If I am shooting in the middle of the day, I tend to go for slower film, such as Portra 160 or Kodak Gold 200. I also like Fujifilm Industrial 100, which I buy from Analogue Wonderland.

It comes in a cool white box and has to be imported from Japan but has lovely saturated colours. It just works.

CineStill 50D

I also like CineStill 50D as it is really punchy and vibrant. I prefer 50D to 800T as it’s a great film when you are walking round in good light.

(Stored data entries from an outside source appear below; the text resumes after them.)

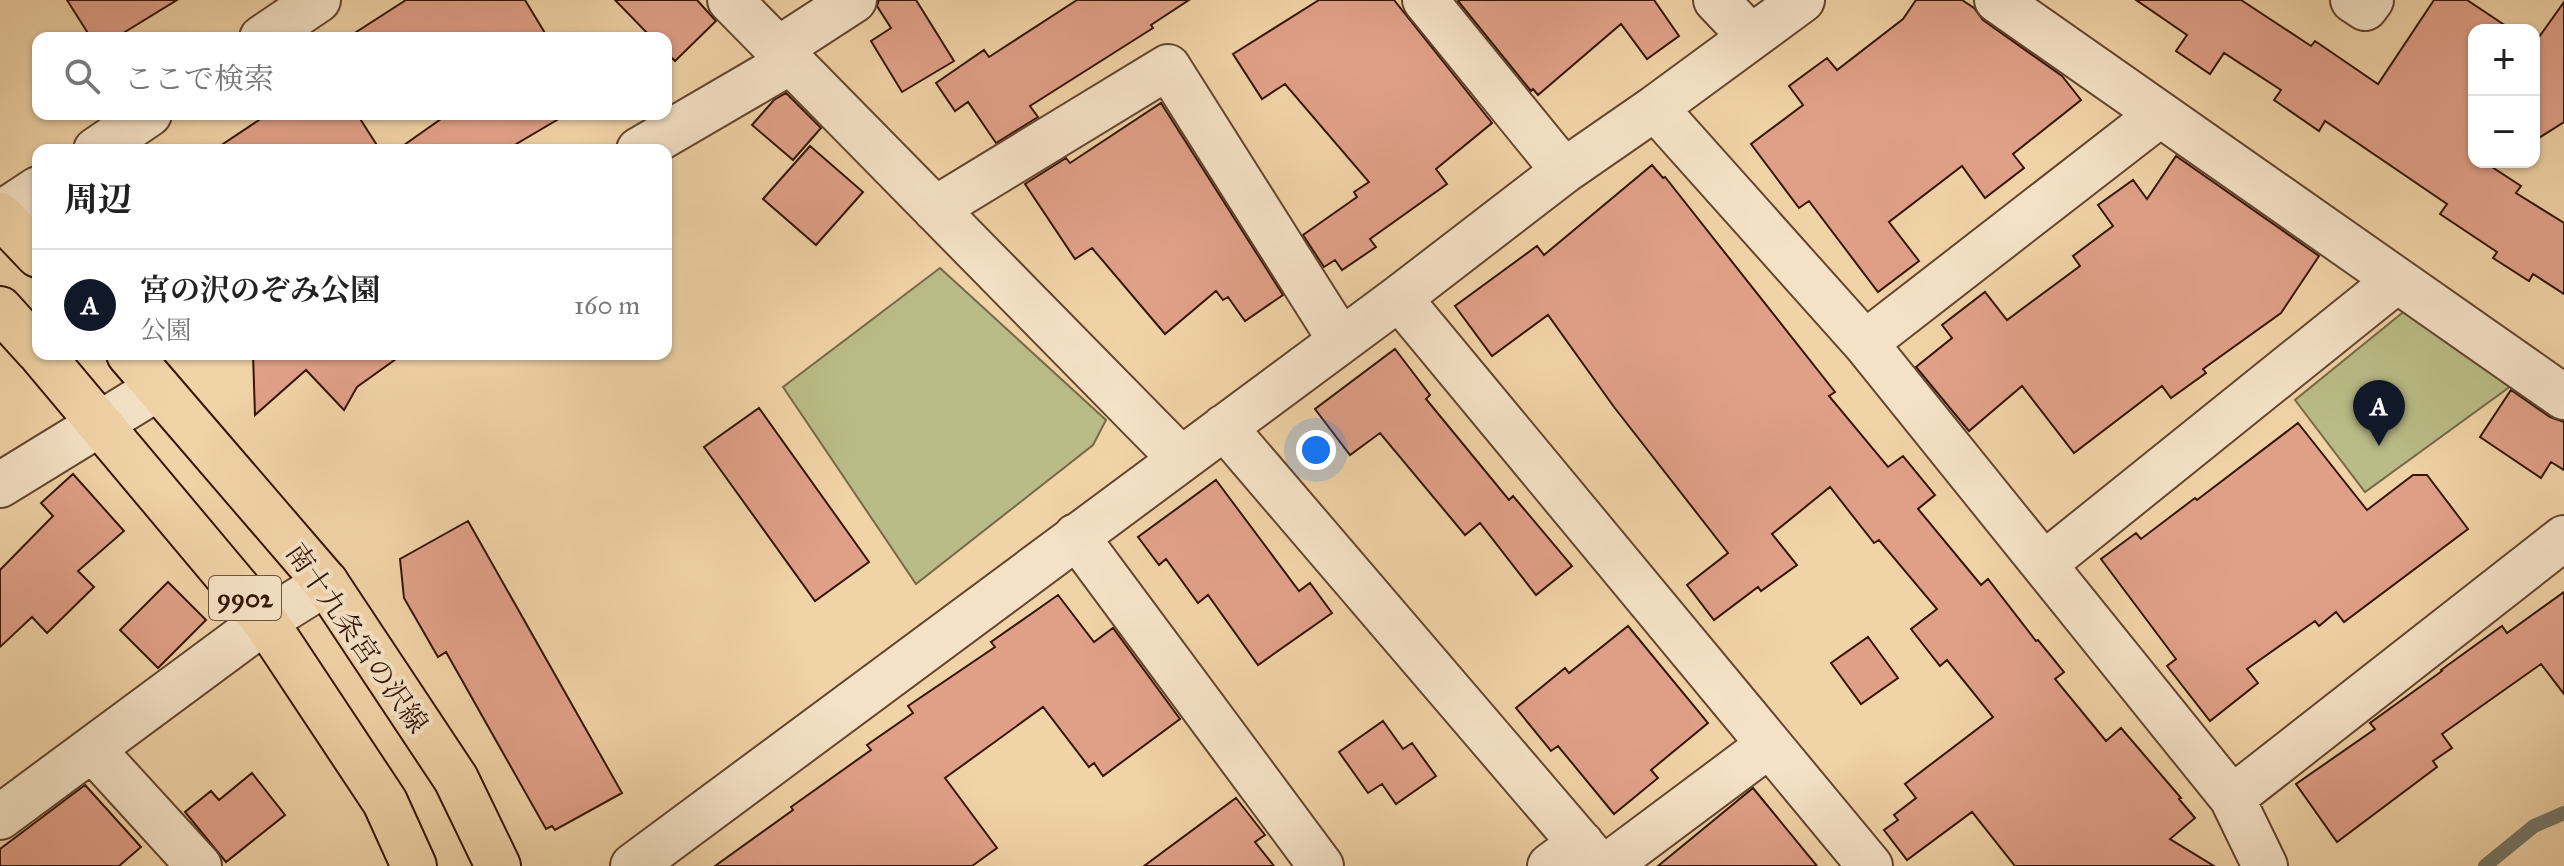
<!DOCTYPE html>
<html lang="ja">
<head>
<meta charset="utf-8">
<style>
  :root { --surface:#fff; --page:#f6f6f6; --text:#222; --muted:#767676; --line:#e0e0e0; --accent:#111827 }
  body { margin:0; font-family:"IM FELL Great Primer","Noto Serif JP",serif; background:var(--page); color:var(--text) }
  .controls { position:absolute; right:24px; top:24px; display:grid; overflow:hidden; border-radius:16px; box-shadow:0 2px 6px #0004 }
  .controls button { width:72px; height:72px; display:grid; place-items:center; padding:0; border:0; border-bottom:2px solid var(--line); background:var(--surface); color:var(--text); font:40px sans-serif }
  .you { position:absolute; left:1316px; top:450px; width:28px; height:28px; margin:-20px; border:6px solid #fff; border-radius:50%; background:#1a73e8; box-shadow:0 0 0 12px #1a73e833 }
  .badge { display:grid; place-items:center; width:52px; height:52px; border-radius:50%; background:var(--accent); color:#fff; font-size:26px; font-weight:700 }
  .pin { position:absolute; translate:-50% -66px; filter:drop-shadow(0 2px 4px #0008) }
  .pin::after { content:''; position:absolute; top:42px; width:28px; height:24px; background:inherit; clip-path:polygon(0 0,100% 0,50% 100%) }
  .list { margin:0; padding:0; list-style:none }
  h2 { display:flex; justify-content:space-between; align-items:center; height:104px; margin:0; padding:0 32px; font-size:34px }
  h2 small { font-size:26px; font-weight:400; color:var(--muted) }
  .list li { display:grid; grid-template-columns:52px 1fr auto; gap:24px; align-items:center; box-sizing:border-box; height:112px; padding:0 32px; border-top:2px solid var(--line) }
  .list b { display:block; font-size:30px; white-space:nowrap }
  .list p { margin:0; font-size:26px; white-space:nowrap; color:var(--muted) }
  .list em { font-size:26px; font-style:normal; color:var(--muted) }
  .icon { flex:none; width:44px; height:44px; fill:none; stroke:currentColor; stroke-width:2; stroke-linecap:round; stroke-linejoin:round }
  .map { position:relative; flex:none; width:2564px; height:866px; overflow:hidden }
  .search { position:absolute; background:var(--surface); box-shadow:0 2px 6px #0004; left:32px; top:32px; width:640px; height:88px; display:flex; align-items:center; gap:20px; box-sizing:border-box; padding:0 28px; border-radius:16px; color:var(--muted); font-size:30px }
  .panel { position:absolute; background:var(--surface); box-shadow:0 2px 6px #0004; left:32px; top:144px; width:640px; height:216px; border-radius:16px }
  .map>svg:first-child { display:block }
</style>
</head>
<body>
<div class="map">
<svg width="2564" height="866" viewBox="0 0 2564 866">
  <rect width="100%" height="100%" fill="#f0d3a7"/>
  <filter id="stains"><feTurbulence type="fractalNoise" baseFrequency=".0025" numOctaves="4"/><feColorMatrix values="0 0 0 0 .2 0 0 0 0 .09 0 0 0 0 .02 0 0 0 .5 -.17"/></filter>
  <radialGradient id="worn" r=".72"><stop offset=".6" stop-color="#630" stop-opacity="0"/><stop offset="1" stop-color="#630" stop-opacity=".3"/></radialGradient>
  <path fill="#babc87" stroke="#786946" stroke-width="2" d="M940 268 1106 420 1093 445 916 584 783 387Z
    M2407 309 2515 383 2365 492 2295 400Z"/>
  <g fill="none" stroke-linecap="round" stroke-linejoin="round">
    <path stroke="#72776a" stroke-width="14" d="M2485 866 2534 826 2564 813"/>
  </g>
  <path fill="#e0a088" stroke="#351606" stroke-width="2" d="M67 0H177L115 38H91Z
    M406 0H525L548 38H347Z
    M615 0H697L716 21 675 61 666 52V38H652Z
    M879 0H916L954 61 902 92 871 41 891 28 877 6Z
    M1077 0H1189L1151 25 1153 28 1030 106 1038 117 996 143 968 102 955 111 936 83 984 50 989 57Z
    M1319 0H1394L1492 123 1436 169 1447 184 1370 239 1376 247 1342 270 1335 260 1324 267 1303 235 1357 197 1354 192 1369 182 1285 84 1262 99 1233 54Z
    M1460 0H1654L1679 36 1647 59 1621 24 1538 95 1533 89 1531 91 1458 1Z
    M1916 0H1962L1974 8 1983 20 2062 76 2081 100 2013 154 2024 168 1985 198 1962 166 1889 222 1919 261 1878 292 1809 201 1799 208 1751 144 1803 105 1789 86 1827 58 1837 70 1903 19Z
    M2136 0H2241L2311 46 2315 41 2378 84 2434 0H2467L2512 30H2474V162H2500L2492 167 2521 186 2516 193 2564 223V294L2533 274 2529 281 2493 258 2497 252 2440 214 2447 204 2325 121 2319 131 2274 100 2281 90 2224 53 2210 74 2176 51 2187 35Z
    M2564 2V122L2534 141V44Z
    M786 93 821 128 793 160 752 125 774 100Z
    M1161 103 1283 295 1245 321 1228 297 1223 300 1216 291 1165 334 1092 248 1075 259 1025 184 1066 158 1070 163Z
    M268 114H357L380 150H214Z
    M448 114H567L506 150H397Z
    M810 146 863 192 816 245 763 199Z
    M2176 156 2319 256 2281 313 2203 369 2206 373 2171 398 2162 386 2074 453 2022 386 1969 431 1916 367 1952 338 1942 325 1985 292 2007 320 2080 266 2073 256 2113 226 2098 205 2133 180 2147 199Z
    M1652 165 1663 178 1665 177 1835 392 1829 396 1888 467 1903 456 1935 495 1918 509 1981 585 1988 579 2036 641 2038 640 2064 672 2055 679 2106 741 2121 728 2181 798 2179 799 2195 818 2170 839 2214 866H2015L1972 812 1907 860 1884 830 1898 820 1894 815 1916 798 1905 784 1993 717 1947 660 1940 666 1911 629 1937 609 1879 540 1874 543 1830 487 1772 534 1797 565 1761 591 1758 587 1714 620 1687 585 1728 553 1614 407 1548 315 1492 356 1455 306 1537 246 1544 255Z
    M1395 349 1430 395 1426 399 1509 500 1513 496 1572 566 1536 595 1480 523 1465 535 1380 433 1350 455 1315 409Z
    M253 354H403L357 387 344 410 306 370 255 415Z
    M2511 390 2550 417 2564 422V470L2551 462 2541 478 2480 437Z
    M759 408 869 562 815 601 704 447Z
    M2298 423 2367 510 2413 475H2427L2468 529 2344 622 2336 612 2319 626 2315 621 2247 669 2258 683 2210 721 2167 666 2176 659 2101 559 2136 533 2141 539 2195 498 2197 500Z
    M73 474 124 531 78 571 94 587 47 633 32 617 0 647V570L53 516 41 503Z
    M1216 480 1299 591 1310 583 1332 613 1258 665 1208 595 1198 603 1166 559 1159 565 1138 537Z
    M468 521 622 793 555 830 552 826 546 829 446 652 438 657 404 598 400 559Z
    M168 582 206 620 158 668 120 630Z
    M2564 592V694L2541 664 2442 734 2452 748 2433 761 2437 767 2337 842 2296 784 2375 729 2370 723 2442 671 2441 670 2502 626 2507 633Z
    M1058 595 1094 642 1113 628 1180 719 1103 776 1094 763 1089 767 1043 707 945 778 997 848 972 866H715L793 810 791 807 871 750 867 745 913 713 908 706 995 647 991 642Z
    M1628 626 1708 723 1651 770 1658 778 1614 814 1558 746 1551 751 1516 708 1565 668 1569 673Z
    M1868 637 1898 678 1861 704 1831 663Z
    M1383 721 1403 749 1412 743 1436 776 1396 804 1382 784 1368 793 1339 752Z
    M252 773 285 815 226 862 185 812 211 791 219 800Z
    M85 785 141 847 119 866H0V849Z
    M1753 788 1817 866H1658Z
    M1236 798 1265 835 1255 842 1274 866H1144Z"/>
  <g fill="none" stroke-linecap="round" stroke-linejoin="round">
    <g stroke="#64452e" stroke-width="48">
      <path id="minor" d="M730 0 1181 459
        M1425 0 1564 171
        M1716 0 1751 37
        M1997 0 2564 397
        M2353 0 2365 8 2371 0
        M262 38 318 0
        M777 50 854 0
        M1655 108 1865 343 2232 798 2265 866
        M96 150 149 114
        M639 150 790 62
        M935 209 1168 67 1341 341
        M0 214 38 189
        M1399 298 1870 866
        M1865 343 2159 115
        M1224 427 1600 866
        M0 485 158 388
        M1076 536 1321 866
        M2044 564 2396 281
        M92 749 199 866
        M2232 798 2564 538
        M0 817 265 621 326 583
        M633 866 1399 298 1564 171 1655 108 1802 0
        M1550 866 1581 843
        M1607 866 1769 745"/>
    </g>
    <g stroke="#351606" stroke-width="48">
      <path id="major" d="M0 215 38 255
        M0 309 38 351
        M41 354 265 621 385 802 414 866
        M129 354 326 583 456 779 498 866"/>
    </g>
    <use href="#minor" stroke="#f5e2c6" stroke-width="44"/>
    <use href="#major" stroke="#f0d3a7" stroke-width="44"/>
  </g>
  <g text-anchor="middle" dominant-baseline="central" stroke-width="8" stroke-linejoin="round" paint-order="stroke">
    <rect fill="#f5e2c6" stroke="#6f5340" stroke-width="2" x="209" y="576" width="72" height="44" rx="6"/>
    <g font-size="26" font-weight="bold" fill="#351606">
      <text x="245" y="598">9902</text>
    </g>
    <g font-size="28" fill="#351606" stroke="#f5e2c6">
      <text transform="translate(357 638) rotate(55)">南十九条宮の沢線</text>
    </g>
  </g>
  <rect width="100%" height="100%" filter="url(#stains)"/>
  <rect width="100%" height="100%" fill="url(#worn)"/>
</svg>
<div class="controls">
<button>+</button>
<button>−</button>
</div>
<div class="you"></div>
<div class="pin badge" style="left:2379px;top:446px">A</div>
<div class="search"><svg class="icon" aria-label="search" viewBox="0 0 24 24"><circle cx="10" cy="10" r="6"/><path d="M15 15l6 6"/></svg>ここで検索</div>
<section class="panel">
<h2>周辺<small></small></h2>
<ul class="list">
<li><span class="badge">A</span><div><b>宮の沢のぞみ公園</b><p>公園</p></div><em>160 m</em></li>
</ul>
</section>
</div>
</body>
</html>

What about black and white film?
For a general walkaround film, I would say Ilford XP2. The results are really sharp, with fine grain, and it can be processed as C41 or black or white (you just need to rate it as ISO 125 or 160).

Ilford XP2

If I wanted something slower, I’d go with the Ilford FP4. For special effects, meanwhile, I would go with the Ilford Ortho Plus 80. The reds and dark oranges come out really dark but the film still keeps lot of detail and fine grain – take a portrait of somebody with bright red lipstick and it can look really dramatic. Blues and greens are treated differently too, so Ortho Plus is well worth a try. It is quite slow, however, so you need need the right light.

Ortho  Plus 80

You can also get Rollei Infrared film these days at a keen price, but I have never personally used it.

What is your recommended budget film for people keen to experiment with analogue but keep costs down?
For black and white, I would say Kentmere 100 and 400 and for colour, Kodak ColorPlus or Kodak Gold 200. Cheap Kodak films are great value and there is a lot of advanced technology and expertise there – they are forgiving, too.